Stigma of mental illness and spirituality (part of Psychosis and Spirituality)

I wonder what other therapists would say if I told them I thought I worked in a haunted building.

Would they breathe a sigh of relief, smile as their bodies relaxed and validate my observance?

Would they, as a therapists, ask me to tell them more about that? Would them have an open mind or a mind looking for reasons to prove that I might be crazy?

Or if I told them, I talk to my ancestors and spirit guides. Would they think I am crazy or acknowledge I am spiritual.

Mental heath has stigmas. We have ideas of what we think crazy looks like. The filthy  homeless person shuffling down the street wearing at least five layers of clothing in ninety degree weather.

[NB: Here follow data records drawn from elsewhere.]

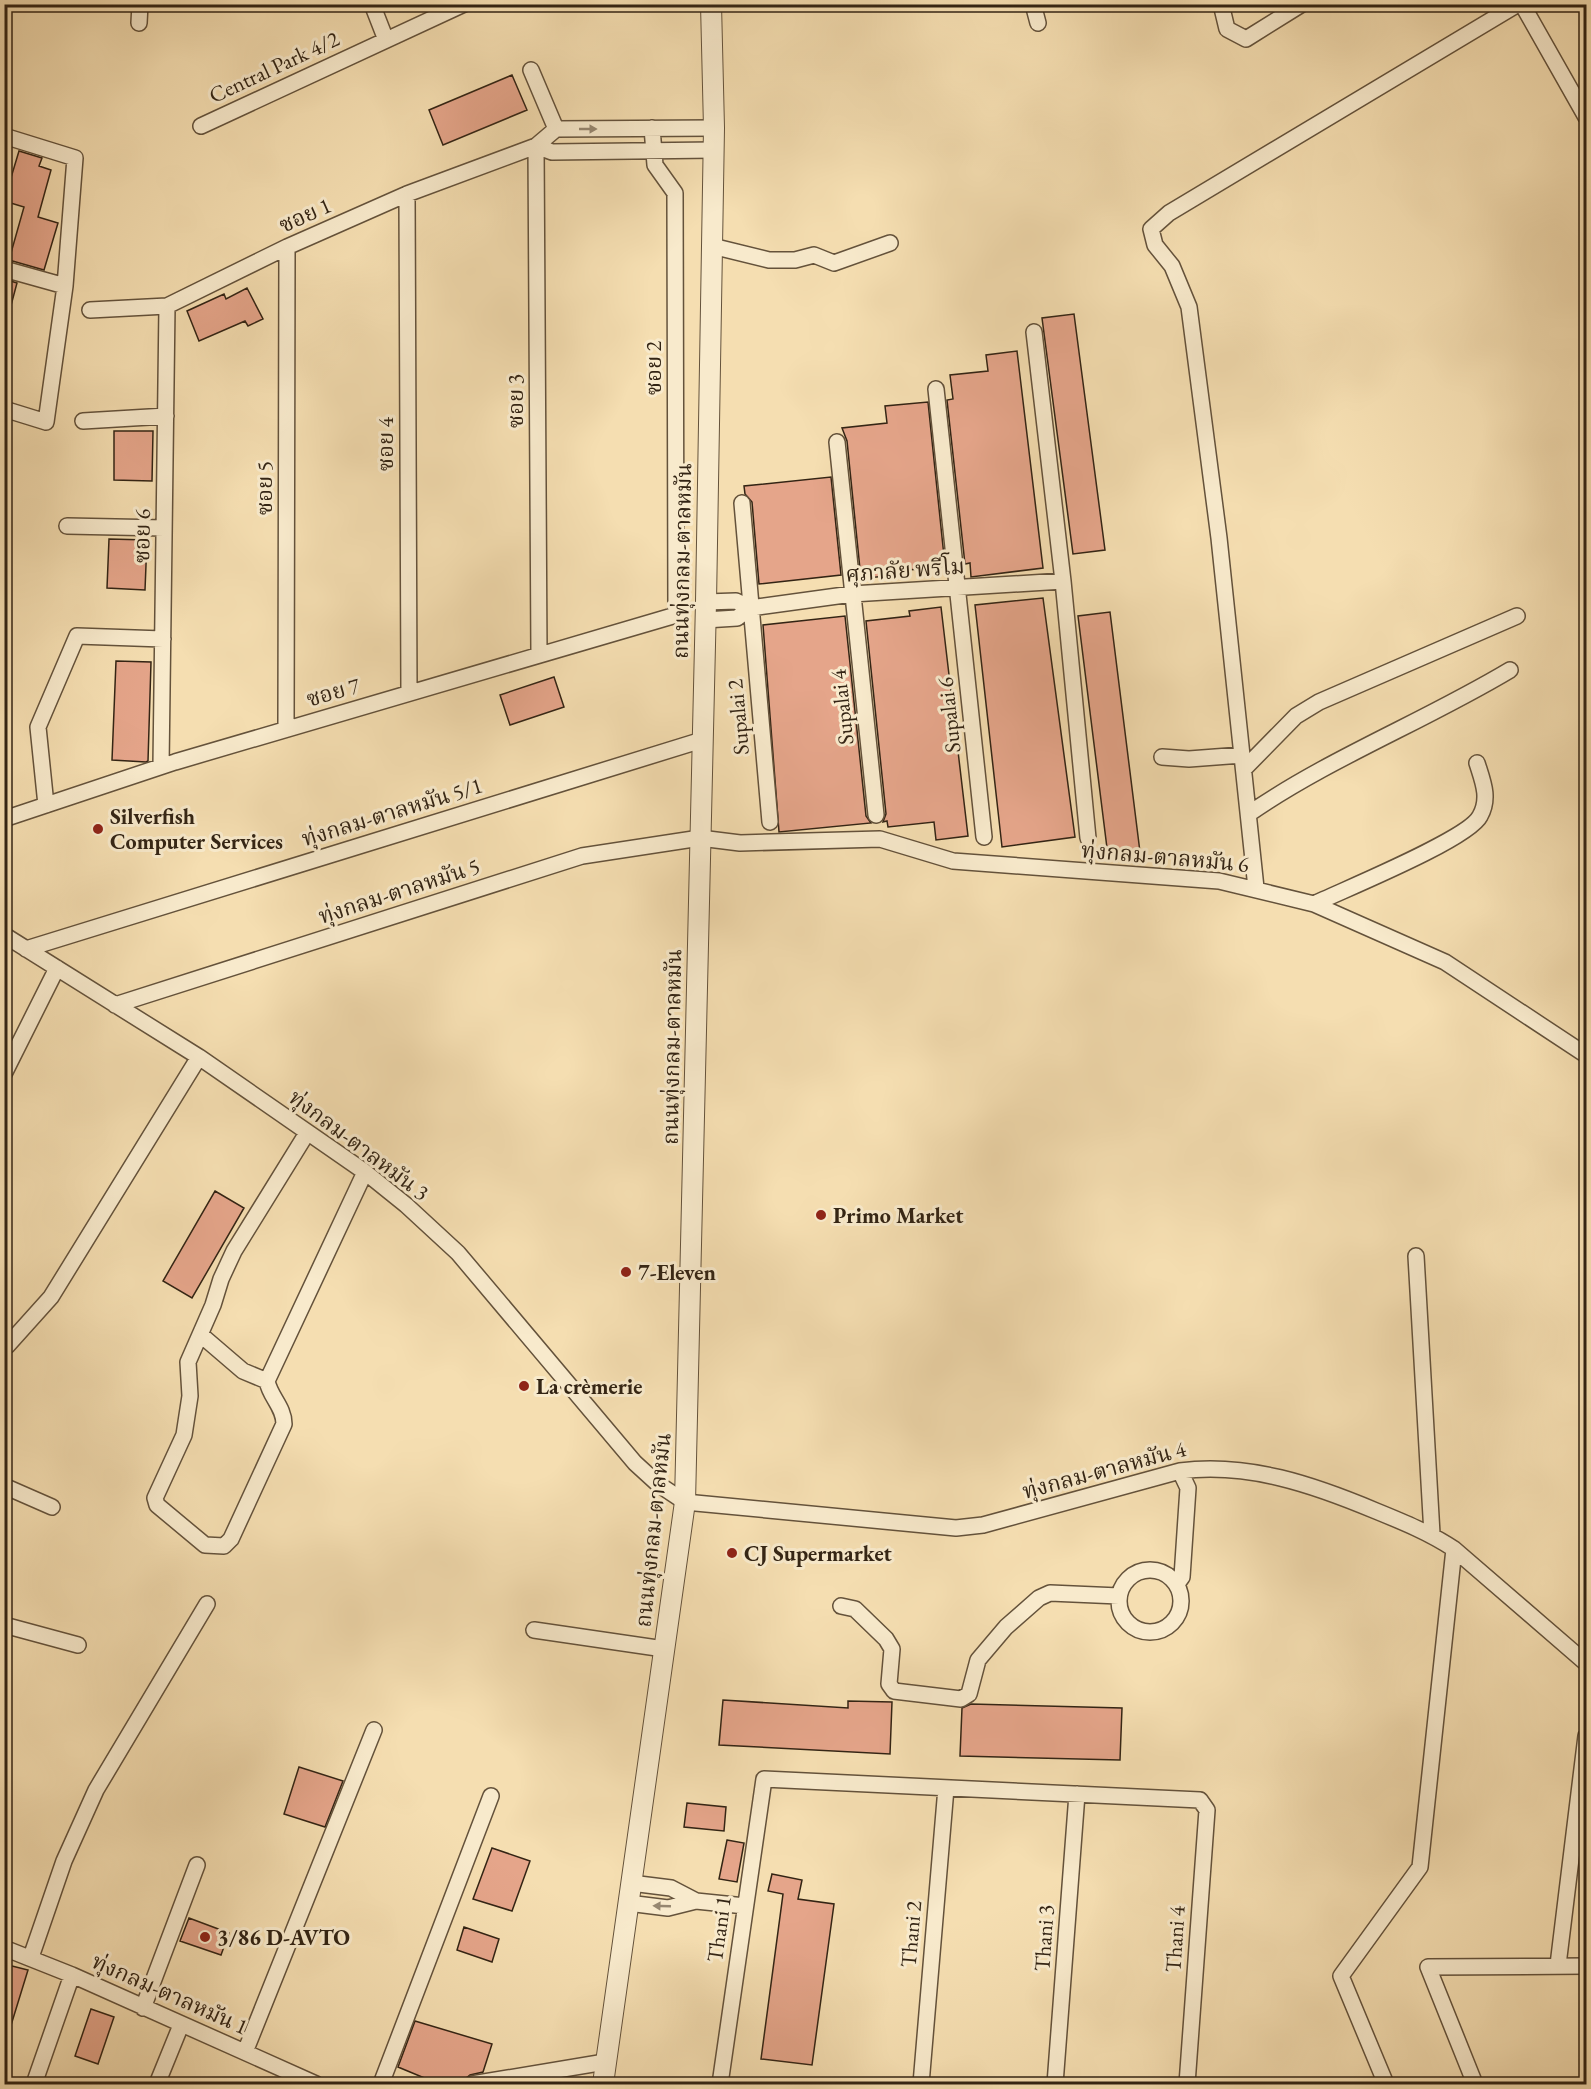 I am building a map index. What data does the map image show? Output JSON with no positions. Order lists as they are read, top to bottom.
{
  "streets": {
    "street": [
      "Central Park 4/2",
      "ซอย 1",
      "ซอย 2",
      "ซอย 3",
      "ซอย 4",
      "ซอย 5",
      "ซอย 6",
      "ถนนทุ่งกลม-ตาลหมัน",
      "ศุภาลัย พรีโม",
      "ซอย 7",
      "Supalai 4",
      "Supalai 6",
      "Supalai 2",
      "ทุ่งกลม-ตาลหมัน 5/1",
      "ทุ่งกลม-ตาลหมัน 6",
      "ทุ่งกลม-ตาลหมัน 5",
      "ทุ่งกลม-ตาลหมัน 3",
      "ทุ่งกลม-ตาลหมัน 4",
      "Thani 1",
      "Thani 2",
      "Thani 3",
      "Thani 4",
      "ทุ่งกลม-ตาลหมัน 1"
    ]
  },
  "crossings": [
    ["ซอย 1", "ซอย 3"],
    ["ซอย 1", "ซอย 4"],
    ["ซอย 1", "ซอย 5"],
    ["ซอย 1", "ซอย 6"],
    ["ซอย 2", "ซอย 7"],
    ["ซอย 3", "ซอย 7"],
    ["ซอย 4", "ซอย 7"],
    ["ซอย 5", "ซอย 7"],
    ["ซอย 6", "ซอย 7"],
    ["ถนนทุ่งกลม-ตาลหมัน", "ศุภาลัย พรีโม"],
    ["ถนนทุ่งกลม-ตาลหมัน", "ทุ่งกลม-ตาลหมัน 5/1"],
    ["ถนนทุ่งกลม-ตาลหมัน", "ทุ่งกลม-ตาลหมัน 6"],
    ["ถนนทุ่งกลม-ตาลหมัน", "ทุ่งกลม-ตาลหมัน 5"],
    ["ถนนทุ่งกลม-ตาลหมัน", "ทุ่งกลม-ตาลหมัน 3"],
    ["ถนนทุ่งกลม-ตาลหมัน", "ทุ่งกลม-ตาลหมัน 4"],
    ["ศุภาลัย พรีโม", "Supalai 4"],
    ["ศุภาลัย พรีโม", "Supalai 6"],
    ["ศุภาลัย พรีโม", "Supalai 2"],
    ["ทุ่งกลม-ตาลหมัน 5/1", "ทุ่งกลม-ตาลหมัน 3"],
    ["ทุ่งกลม-ตาลหมัน 6", "ทุ่งกลม-ตาลหมัน 5"],
    ["ทุ่งกลม-ตาลหมัน 5", "ทุ่งกลม-ตาลหมัน 3"],
    ["ทุ่งกลม-ตาลหมัน 3", "ทุ่งกลม-ตาลหมัน 4"],
    ["Thani 1", "Thani 2"],
    ["Thani 3", "Thani 4"]
  ],
  "places": [
    "Silverfish Computer Services",
    "Primo Market",
    "7-Eleven",
    "La crèmerie",
    "CJ Supermarket",
    "3/86 D-AVTO"
  ]
}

A bottle covered in a brown bag, begging for money and smokes. And when not begging talking, perhaps even yelling at some invisible entity.

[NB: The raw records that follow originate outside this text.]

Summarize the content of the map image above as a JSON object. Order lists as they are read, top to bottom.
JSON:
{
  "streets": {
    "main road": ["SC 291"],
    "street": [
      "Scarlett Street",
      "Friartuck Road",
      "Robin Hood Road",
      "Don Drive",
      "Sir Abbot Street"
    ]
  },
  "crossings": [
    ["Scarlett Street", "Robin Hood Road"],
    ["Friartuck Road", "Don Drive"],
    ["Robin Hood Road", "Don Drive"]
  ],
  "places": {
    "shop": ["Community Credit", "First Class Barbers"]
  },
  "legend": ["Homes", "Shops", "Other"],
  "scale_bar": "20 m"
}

The depressed person curled up in bed, unable to move. Immobile by their sadness, because they are always sad.

The anxious person, shaking and clumsily knocking over stuff because they are so nervous.

While I dislike stereotypes, and at times become angry with Hollywood’s portrayal of the mentally ill, adding to the misconceptions. I appreciate them, they are starting a conversation. Giving those of us who can, a chance to advocate and change the stigma.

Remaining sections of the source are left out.